*** Opening EXERCISE DATA ***

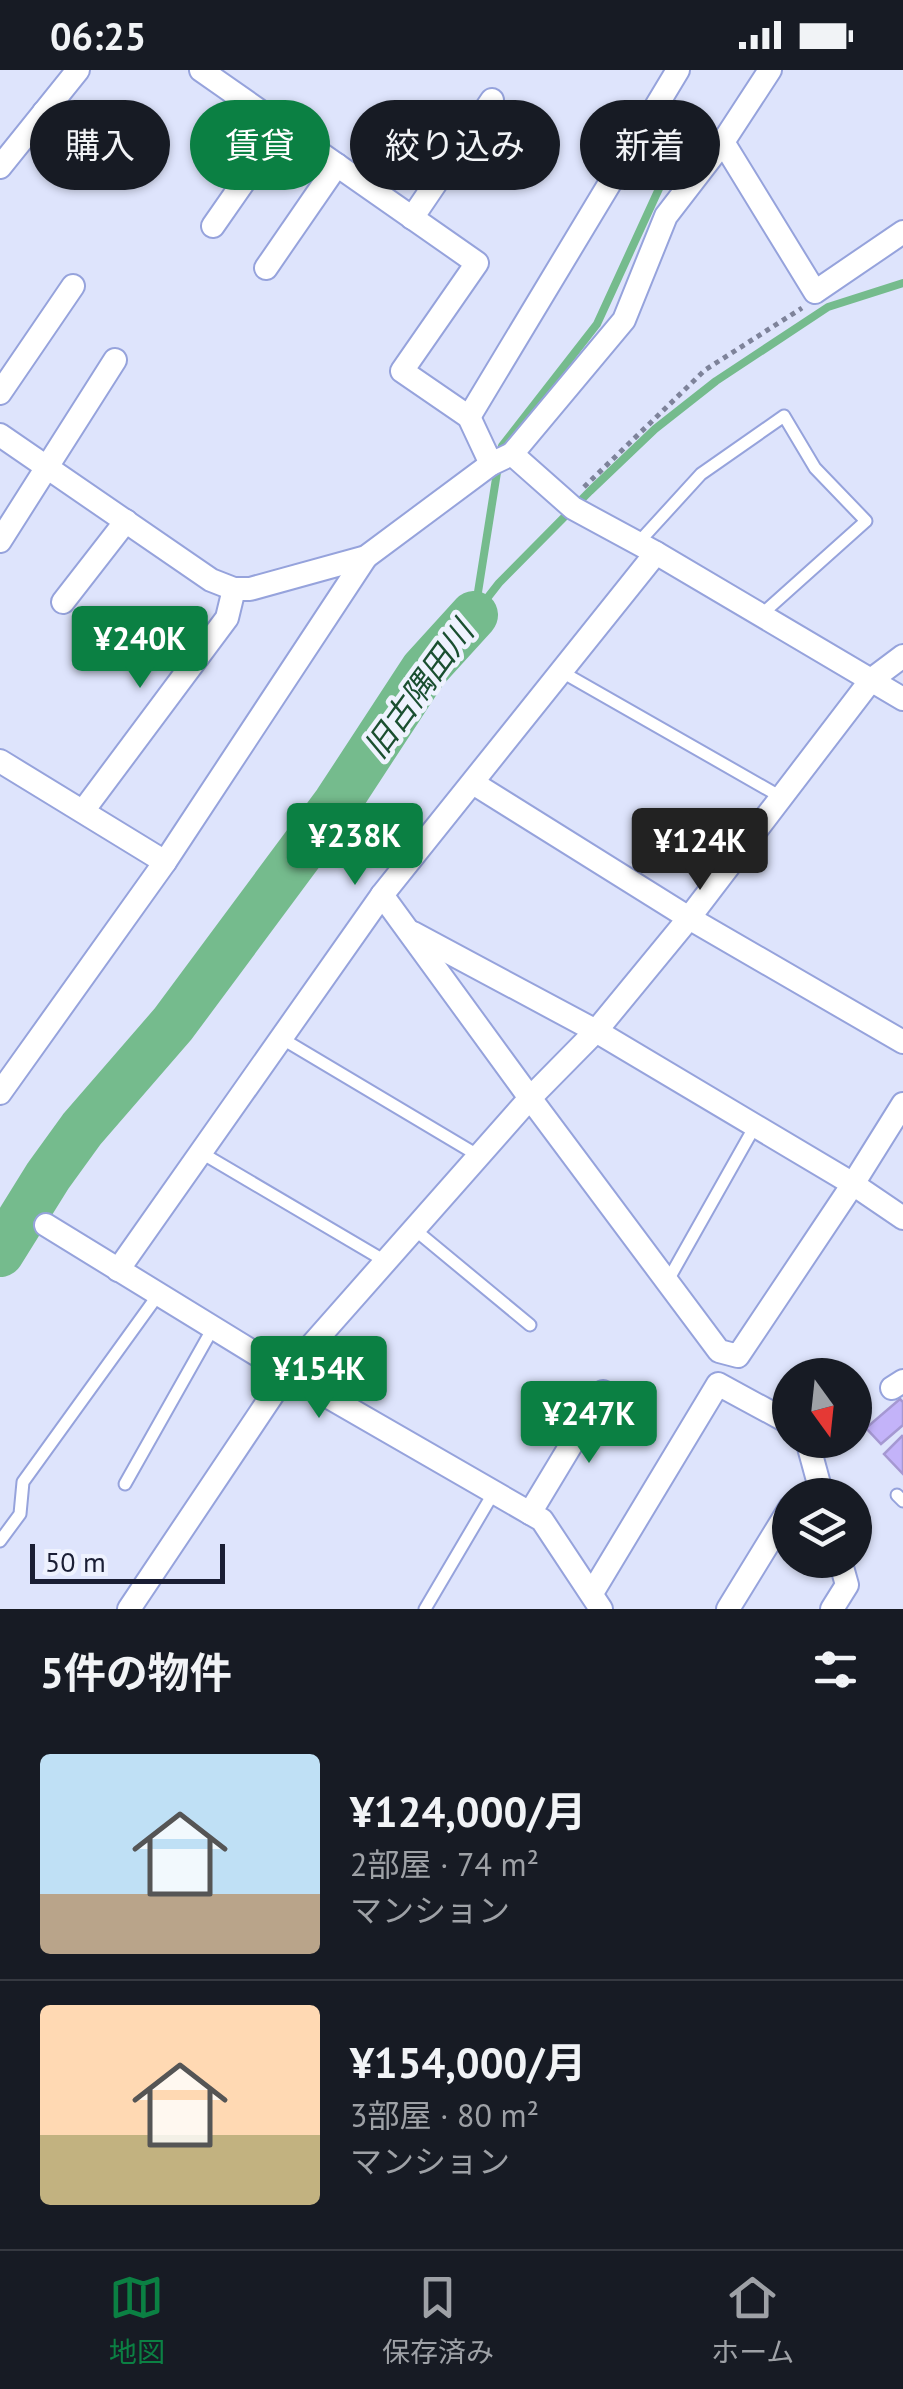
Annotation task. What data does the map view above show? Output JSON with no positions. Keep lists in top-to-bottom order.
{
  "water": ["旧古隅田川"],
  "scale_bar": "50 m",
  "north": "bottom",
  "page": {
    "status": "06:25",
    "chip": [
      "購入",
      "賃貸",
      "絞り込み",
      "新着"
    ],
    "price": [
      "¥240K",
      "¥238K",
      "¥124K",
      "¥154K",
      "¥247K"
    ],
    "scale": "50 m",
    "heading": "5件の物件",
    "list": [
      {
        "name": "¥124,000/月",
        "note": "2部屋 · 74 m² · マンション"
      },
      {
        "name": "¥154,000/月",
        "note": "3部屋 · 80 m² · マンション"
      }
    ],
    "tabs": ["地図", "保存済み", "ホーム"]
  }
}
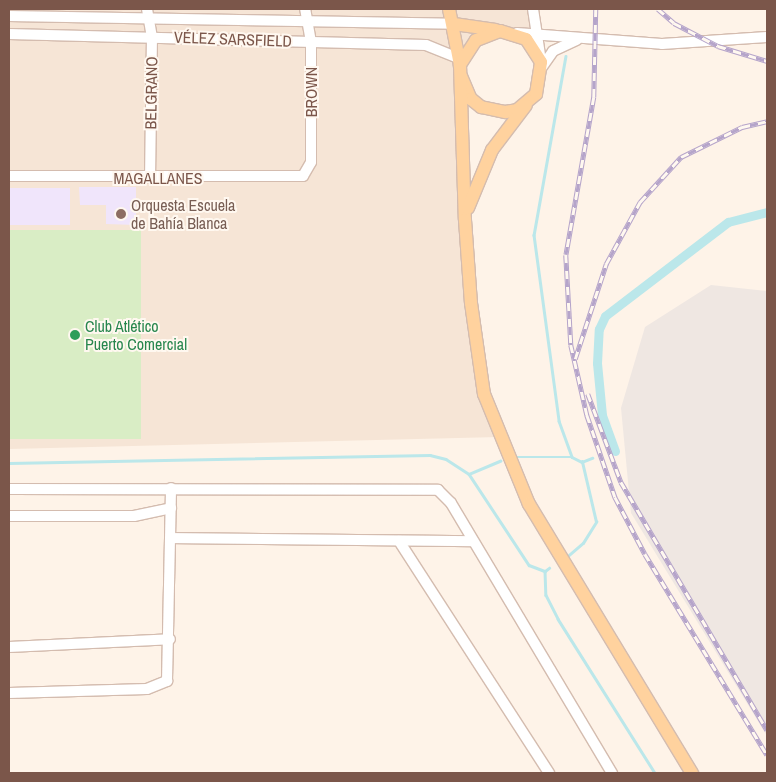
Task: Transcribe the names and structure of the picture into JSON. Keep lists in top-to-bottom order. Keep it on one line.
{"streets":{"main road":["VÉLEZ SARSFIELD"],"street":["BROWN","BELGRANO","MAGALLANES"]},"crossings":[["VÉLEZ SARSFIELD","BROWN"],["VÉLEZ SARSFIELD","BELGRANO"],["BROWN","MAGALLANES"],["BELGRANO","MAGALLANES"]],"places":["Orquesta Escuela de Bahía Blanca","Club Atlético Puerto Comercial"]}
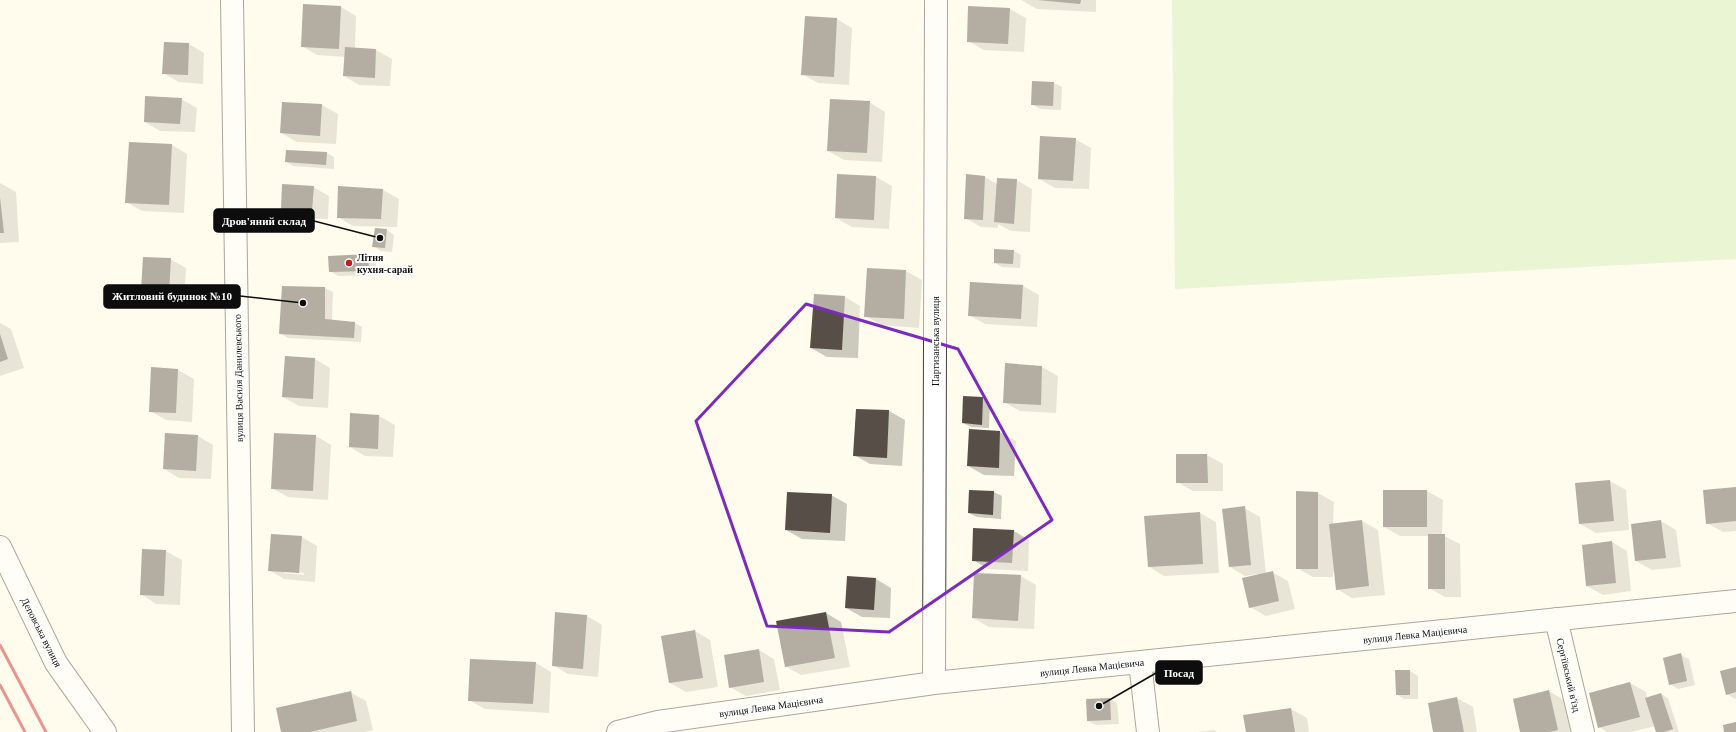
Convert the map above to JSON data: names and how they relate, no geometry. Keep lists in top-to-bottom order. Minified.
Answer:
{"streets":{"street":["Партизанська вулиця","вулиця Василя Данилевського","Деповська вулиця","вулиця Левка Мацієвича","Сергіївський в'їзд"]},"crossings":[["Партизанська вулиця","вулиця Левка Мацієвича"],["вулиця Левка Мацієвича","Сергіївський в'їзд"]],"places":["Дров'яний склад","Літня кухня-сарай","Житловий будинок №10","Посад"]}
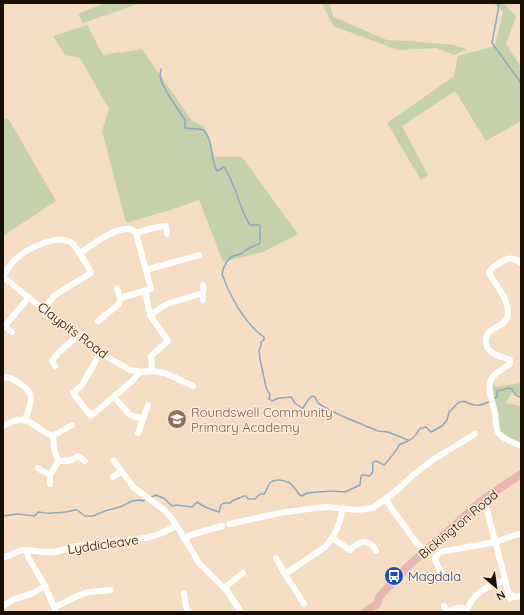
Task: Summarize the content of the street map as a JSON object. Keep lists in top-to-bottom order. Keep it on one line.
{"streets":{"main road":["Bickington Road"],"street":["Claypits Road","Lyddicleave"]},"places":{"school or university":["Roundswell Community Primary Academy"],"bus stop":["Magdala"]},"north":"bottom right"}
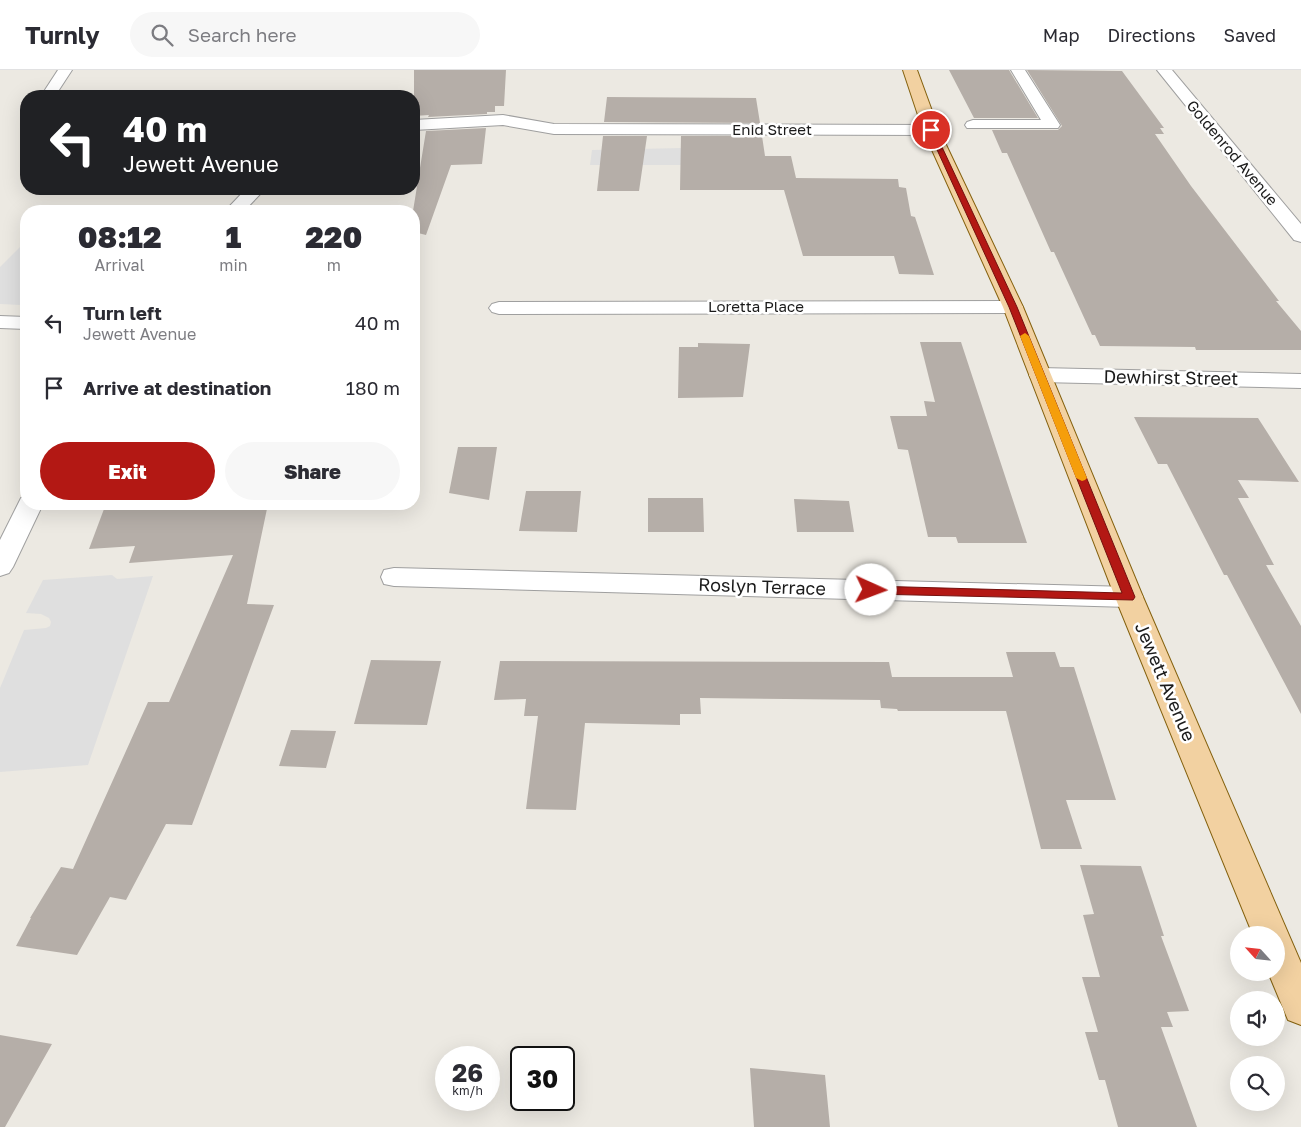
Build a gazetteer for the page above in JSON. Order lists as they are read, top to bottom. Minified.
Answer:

*** Closing EXERCISE DATA ***

* YOUR INSTRUCTIONS *
For each line of the data that has the word "Minified", report that line.

* ANSWER TO THE PROBLEM *
Convert the map above to JSON data: names and how they relate, no geometry. Keep lists in top-to-bottom order. Minified.
Build a gazetteer for the page above in JSON. Order lists as they are read, top to bottom. Minified.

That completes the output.